▸ ACTIVITY: Go through the lines below and tally those containing the string "filter". Respond with the number only.

○ ○ ○ ○ ○

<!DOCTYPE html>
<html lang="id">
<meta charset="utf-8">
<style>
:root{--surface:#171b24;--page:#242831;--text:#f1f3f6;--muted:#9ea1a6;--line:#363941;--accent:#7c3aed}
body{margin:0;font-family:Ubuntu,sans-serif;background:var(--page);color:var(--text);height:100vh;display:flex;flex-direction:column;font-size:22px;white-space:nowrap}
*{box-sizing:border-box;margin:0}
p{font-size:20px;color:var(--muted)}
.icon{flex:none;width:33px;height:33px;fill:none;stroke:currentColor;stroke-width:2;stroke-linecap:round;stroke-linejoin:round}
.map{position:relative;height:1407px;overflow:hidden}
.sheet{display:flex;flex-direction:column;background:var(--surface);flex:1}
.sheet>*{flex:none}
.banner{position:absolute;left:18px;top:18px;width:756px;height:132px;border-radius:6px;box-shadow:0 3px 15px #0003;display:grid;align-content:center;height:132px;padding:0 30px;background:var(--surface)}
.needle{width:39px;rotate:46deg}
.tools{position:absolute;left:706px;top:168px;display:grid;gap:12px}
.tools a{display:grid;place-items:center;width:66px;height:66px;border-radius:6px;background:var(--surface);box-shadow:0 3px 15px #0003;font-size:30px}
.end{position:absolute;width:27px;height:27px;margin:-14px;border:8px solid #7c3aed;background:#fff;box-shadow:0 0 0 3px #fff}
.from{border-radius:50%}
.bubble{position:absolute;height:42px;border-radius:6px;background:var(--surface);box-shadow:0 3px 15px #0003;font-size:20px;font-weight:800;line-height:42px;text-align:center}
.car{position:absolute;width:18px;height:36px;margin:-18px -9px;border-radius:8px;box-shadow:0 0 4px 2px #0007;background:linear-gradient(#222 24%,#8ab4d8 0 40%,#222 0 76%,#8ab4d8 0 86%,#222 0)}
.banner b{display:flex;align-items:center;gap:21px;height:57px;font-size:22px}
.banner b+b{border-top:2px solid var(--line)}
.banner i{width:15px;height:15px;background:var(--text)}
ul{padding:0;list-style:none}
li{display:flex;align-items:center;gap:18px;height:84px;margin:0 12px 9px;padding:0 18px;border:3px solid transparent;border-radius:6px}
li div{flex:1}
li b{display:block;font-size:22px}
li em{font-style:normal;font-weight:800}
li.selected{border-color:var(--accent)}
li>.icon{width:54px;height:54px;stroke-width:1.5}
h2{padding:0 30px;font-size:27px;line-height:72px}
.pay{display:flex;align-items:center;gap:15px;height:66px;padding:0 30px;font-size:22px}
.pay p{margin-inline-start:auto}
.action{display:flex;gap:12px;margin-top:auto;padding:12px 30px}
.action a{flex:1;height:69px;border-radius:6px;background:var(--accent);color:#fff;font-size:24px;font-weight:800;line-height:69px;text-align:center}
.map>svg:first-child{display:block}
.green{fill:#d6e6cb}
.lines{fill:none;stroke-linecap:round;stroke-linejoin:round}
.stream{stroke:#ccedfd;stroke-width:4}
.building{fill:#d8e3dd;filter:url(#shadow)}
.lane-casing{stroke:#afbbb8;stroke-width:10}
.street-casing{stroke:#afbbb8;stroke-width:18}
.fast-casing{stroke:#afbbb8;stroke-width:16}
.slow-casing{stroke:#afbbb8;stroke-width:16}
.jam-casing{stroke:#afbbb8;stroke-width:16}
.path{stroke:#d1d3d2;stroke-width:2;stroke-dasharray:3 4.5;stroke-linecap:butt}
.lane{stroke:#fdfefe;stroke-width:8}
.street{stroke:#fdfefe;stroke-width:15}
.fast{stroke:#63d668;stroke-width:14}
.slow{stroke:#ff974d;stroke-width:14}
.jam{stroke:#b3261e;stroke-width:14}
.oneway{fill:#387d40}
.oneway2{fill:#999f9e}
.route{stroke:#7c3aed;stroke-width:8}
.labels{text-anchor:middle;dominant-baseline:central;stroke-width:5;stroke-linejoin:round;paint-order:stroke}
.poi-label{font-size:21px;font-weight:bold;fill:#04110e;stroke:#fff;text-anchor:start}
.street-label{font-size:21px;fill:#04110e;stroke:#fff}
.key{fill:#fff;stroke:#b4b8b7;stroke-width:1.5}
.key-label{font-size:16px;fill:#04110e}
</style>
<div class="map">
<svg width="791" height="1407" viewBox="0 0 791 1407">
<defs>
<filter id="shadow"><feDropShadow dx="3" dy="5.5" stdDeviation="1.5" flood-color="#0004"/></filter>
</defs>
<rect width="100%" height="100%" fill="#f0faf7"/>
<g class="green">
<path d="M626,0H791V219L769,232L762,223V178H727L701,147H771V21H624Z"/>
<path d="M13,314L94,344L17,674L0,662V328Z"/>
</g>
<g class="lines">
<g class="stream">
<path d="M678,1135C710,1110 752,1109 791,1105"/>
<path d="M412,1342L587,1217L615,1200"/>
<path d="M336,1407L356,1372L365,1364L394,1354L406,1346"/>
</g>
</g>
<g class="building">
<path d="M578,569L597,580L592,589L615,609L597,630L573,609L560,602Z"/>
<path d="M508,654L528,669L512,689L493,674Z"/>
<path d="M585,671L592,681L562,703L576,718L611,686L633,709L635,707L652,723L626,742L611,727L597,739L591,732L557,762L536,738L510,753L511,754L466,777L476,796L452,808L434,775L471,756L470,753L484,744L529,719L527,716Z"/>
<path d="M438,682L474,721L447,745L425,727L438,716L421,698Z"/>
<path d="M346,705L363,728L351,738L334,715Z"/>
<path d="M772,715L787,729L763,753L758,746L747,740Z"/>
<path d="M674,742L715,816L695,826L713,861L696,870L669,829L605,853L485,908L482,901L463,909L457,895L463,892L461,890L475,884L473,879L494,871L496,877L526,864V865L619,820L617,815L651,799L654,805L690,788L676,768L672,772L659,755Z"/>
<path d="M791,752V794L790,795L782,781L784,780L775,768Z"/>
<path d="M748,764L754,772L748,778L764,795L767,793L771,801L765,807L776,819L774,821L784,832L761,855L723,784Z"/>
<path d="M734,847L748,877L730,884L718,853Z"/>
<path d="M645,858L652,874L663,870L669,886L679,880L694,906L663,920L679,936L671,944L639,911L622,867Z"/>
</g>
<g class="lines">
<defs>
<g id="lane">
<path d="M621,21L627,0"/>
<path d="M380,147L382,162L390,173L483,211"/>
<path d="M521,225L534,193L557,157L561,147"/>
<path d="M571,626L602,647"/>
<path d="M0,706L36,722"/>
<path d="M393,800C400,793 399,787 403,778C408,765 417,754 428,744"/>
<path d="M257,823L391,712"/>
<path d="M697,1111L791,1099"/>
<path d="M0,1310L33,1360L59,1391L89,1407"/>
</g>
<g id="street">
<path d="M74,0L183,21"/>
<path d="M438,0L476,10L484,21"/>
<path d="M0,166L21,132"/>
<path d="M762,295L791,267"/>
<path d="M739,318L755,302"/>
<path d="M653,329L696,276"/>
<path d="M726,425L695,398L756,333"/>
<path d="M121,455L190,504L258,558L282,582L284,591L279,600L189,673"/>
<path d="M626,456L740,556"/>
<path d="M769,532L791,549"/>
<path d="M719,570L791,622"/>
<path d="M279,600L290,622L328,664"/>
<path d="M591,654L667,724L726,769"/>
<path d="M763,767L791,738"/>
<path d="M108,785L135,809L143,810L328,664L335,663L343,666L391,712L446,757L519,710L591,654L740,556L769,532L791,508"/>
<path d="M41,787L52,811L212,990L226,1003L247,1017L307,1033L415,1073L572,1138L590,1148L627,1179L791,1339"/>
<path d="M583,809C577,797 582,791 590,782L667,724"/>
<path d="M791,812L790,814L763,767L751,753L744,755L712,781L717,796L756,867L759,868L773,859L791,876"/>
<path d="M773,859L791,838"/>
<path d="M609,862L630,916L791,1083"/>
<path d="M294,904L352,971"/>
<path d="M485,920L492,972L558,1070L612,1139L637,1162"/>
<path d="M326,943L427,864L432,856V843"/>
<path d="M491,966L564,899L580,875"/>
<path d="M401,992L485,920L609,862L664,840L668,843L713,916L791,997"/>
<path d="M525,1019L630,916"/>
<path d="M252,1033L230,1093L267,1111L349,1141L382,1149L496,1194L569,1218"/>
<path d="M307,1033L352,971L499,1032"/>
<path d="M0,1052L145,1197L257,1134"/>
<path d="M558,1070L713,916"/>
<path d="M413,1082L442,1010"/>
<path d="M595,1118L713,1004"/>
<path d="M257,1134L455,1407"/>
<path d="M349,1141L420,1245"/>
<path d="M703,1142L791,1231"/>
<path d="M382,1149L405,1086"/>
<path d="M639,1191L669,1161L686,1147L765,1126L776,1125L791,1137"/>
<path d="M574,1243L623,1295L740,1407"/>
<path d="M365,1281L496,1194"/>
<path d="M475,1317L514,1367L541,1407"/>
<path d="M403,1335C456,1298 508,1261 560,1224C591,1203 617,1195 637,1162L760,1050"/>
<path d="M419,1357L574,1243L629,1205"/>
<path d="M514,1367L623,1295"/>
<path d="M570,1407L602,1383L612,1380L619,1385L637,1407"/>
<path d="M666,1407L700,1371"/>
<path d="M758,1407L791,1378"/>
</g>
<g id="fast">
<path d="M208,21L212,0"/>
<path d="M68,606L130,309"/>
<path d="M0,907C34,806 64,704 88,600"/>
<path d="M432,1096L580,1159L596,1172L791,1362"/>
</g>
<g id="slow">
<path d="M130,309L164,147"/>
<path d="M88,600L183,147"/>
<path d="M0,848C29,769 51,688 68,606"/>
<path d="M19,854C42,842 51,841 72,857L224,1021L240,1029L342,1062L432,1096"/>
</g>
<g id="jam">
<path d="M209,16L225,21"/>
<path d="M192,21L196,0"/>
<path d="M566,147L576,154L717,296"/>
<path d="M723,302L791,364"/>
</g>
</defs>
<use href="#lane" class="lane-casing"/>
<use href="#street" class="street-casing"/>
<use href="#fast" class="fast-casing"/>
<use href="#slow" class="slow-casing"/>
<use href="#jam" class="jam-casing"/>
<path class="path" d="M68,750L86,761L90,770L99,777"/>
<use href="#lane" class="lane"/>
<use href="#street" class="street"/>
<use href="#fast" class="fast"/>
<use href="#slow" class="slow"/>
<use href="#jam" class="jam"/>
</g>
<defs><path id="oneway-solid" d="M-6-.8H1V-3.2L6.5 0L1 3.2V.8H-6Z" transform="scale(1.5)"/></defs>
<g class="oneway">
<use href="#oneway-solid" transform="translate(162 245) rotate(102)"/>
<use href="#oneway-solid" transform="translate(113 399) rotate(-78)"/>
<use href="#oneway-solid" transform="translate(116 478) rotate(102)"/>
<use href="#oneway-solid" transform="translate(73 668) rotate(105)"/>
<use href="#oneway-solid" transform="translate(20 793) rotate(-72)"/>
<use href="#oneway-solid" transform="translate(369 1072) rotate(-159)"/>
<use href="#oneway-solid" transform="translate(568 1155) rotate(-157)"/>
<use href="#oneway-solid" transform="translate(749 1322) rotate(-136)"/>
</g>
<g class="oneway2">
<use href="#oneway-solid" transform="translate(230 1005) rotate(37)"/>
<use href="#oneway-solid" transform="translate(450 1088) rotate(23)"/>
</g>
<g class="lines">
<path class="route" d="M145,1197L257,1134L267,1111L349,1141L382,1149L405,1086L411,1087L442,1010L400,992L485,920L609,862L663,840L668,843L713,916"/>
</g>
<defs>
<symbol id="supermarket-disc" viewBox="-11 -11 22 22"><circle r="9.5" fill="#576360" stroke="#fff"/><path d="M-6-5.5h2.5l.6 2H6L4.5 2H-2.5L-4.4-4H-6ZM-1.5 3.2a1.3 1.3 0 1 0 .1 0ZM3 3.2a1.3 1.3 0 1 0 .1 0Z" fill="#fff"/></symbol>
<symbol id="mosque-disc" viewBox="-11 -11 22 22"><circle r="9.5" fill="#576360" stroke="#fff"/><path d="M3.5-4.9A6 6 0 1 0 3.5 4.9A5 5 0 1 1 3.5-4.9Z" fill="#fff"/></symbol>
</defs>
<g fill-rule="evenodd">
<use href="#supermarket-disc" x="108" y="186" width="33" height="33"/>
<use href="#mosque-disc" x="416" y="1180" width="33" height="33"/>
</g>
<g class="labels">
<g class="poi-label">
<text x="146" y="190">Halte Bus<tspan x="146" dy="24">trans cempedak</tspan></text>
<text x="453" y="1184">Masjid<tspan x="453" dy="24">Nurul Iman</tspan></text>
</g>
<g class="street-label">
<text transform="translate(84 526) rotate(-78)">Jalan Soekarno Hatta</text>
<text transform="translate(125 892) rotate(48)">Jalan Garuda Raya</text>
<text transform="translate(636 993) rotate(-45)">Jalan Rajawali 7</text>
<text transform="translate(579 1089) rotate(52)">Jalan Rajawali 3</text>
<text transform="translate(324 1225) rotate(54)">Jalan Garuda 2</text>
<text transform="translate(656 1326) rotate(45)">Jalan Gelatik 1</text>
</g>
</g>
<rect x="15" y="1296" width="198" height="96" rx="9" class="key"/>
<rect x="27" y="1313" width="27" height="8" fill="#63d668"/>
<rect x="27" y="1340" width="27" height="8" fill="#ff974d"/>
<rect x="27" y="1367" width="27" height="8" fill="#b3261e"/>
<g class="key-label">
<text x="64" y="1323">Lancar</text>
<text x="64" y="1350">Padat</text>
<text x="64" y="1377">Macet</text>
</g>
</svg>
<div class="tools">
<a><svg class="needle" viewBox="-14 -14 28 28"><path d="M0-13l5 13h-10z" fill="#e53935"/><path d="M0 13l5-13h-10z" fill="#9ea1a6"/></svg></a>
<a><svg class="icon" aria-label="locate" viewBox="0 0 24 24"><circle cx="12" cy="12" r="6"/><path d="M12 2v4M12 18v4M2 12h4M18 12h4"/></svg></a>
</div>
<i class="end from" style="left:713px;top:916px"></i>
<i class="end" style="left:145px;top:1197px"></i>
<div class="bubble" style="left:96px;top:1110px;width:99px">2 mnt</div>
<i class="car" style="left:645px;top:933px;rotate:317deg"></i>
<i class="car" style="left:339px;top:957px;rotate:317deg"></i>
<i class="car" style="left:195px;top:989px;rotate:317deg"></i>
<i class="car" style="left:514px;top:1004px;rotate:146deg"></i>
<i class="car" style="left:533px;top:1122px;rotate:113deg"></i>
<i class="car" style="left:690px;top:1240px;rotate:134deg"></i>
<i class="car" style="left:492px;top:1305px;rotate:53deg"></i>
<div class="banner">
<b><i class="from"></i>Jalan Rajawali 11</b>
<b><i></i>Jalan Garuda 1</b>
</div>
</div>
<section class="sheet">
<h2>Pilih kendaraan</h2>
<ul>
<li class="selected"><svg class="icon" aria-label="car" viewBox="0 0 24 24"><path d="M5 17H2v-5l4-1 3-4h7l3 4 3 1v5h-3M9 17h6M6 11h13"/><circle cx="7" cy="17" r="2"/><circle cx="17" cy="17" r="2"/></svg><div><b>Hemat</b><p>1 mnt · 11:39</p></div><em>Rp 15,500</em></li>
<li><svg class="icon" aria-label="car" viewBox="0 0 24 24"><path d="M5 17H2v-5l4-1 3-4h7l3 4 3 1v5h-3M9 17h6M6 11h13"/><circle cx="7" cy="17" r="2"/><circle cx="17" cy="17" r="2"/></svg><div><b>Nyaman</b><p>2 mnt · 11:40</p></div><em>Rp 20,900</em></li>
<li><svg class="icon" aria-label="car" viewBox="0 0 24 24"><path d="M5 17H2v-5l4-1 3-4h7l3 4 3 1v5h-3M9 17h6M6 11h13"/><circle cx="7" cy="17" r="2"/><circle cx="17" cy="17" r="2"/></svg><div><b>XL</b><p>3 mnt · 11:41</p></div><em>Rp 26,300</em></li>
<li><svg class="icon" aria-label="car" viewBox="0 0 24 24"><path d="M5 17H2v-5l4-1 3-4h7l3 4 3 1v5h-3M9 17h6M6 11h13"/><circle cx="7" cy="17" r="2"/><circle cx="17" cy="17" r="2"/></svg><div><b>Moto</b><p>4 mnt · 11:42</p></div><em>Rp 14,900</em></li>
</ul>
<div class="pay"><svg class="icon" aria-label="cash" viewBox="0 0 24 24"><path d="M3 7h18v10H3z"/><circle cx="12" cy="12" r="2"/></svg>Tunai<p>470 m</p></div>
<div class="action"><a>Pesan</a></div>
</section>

○ ○ ○ ○ ○

▸ SOLUTION TO THIS TASK: 2